--- DATA FOR ANALYSIS Enclosed Below ---

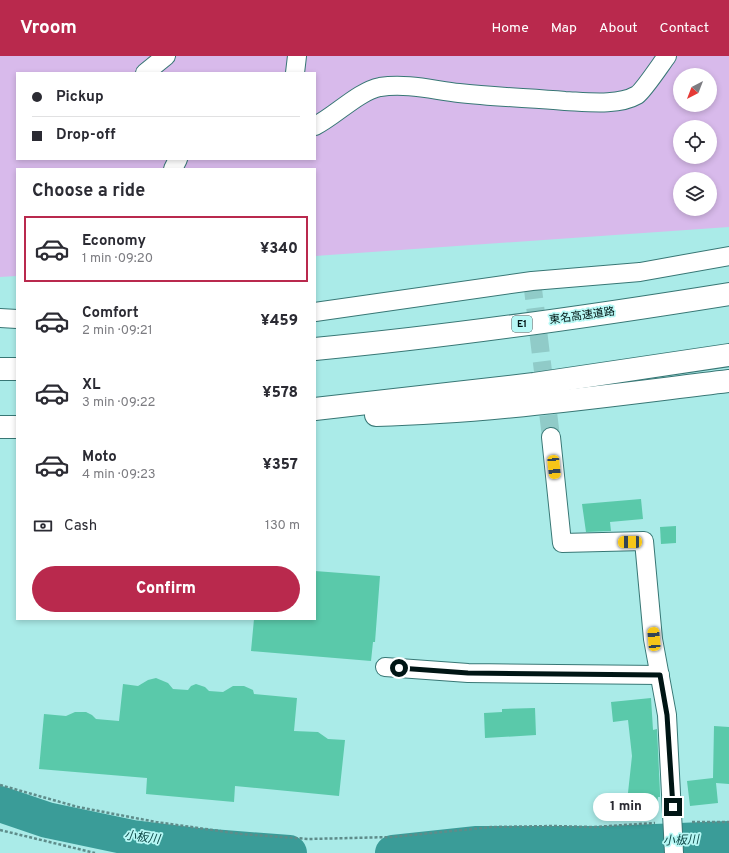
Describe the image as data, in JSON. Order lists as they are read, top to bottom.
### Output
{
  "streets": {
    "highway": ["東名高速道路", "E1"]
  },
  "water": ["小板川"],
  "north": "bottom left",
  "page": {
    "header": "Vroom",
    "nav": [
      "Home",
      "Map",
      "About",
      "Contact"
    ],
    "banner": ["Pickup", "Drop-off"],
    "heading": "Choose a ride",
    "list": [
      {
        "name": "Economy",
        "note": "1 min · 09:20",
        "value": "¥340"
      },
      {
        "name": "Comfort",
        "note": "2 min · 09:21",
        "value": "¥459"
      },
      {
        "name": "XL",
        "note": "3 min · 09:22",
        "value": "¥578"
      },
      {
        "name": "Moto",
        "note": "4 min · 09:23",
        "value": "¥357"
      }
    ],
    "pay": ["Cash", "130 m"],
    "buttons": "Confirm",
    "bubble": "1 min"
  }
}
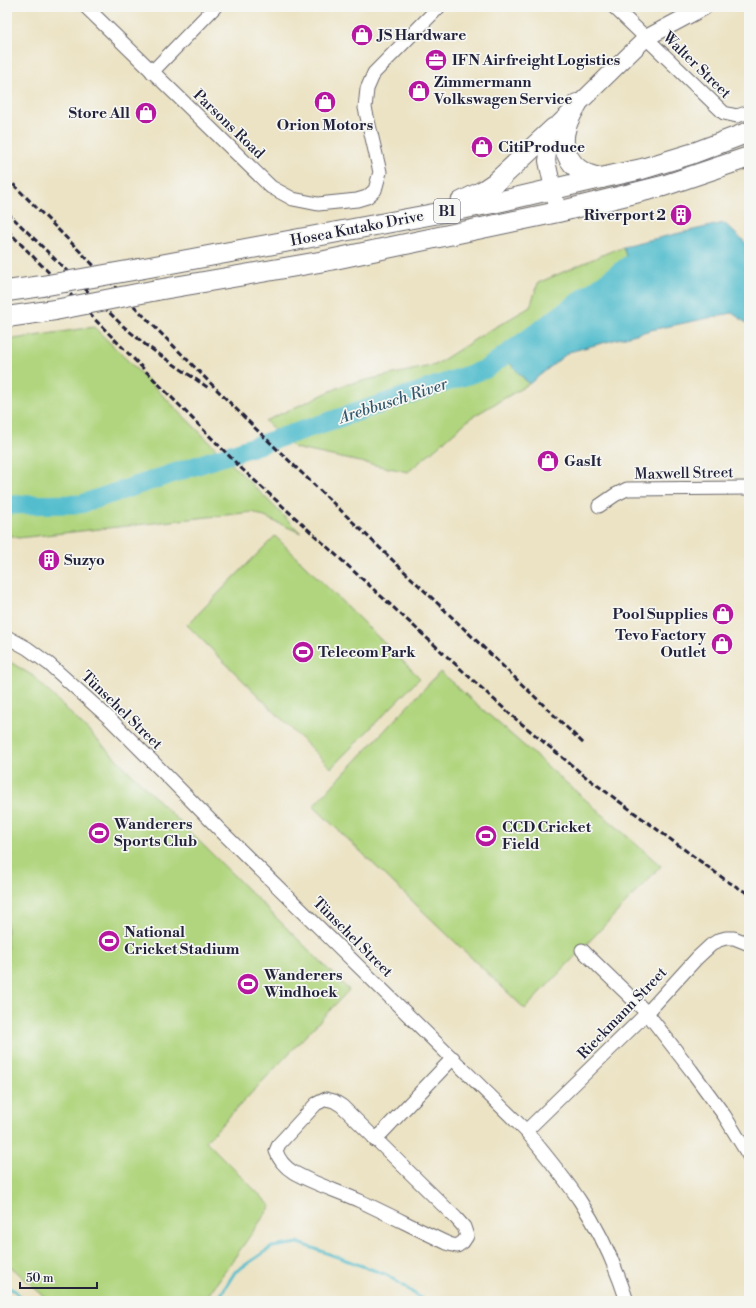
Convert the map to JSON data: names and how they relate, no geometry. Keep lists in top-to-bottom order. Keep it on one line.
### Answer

--- End of Enclosed DATA FOR ANALYSIS ---

### TASK TO CARRY OUT
Without copying any picture, repeat all of the entries exactly.

### SOLUTION TO THE EXERCISE
Describe the image as data, in JSON. Order lists as they are read, top to bottom.
### Output
{
  "streets": {
    "highway": ["東名高速道路", "E1"]
  },
  "water": ["小板川"],
  "north": "bottom left",
  "page": {
    "header": "Vroom",
    "nav": [
      "Home",
      "Map",
      "About",
      "Contact"
    ],
    "banner": ["Pickup", "Drop-off"],
    "heading": "Choose a ride",
    "list": [
      {
        "name": "Economy",
        "note": "1 min · 09:20",
        "value": "¥340"
      },
      {
        "name": "Comfort",
        "note": "2 min · 09:21",
        "value": "¥459"
      },
      {
        "name": "XL",
        "note": "3 min · 09:22",
        "value": "¥578"
      },
      {
        "name": "Moto",
        "note": "4 min · 09:23",
        "value": "¥357"
      }
    ],
    "pay": ["Cash", "130 m"],
    "buttons": "Confirm",
    "bubble": "1 min"
  }
}
Convert the map to JSON data: names and how they relate, no geometry. Keep lists in top-to-bottom order. Keep it on one line.
### Answer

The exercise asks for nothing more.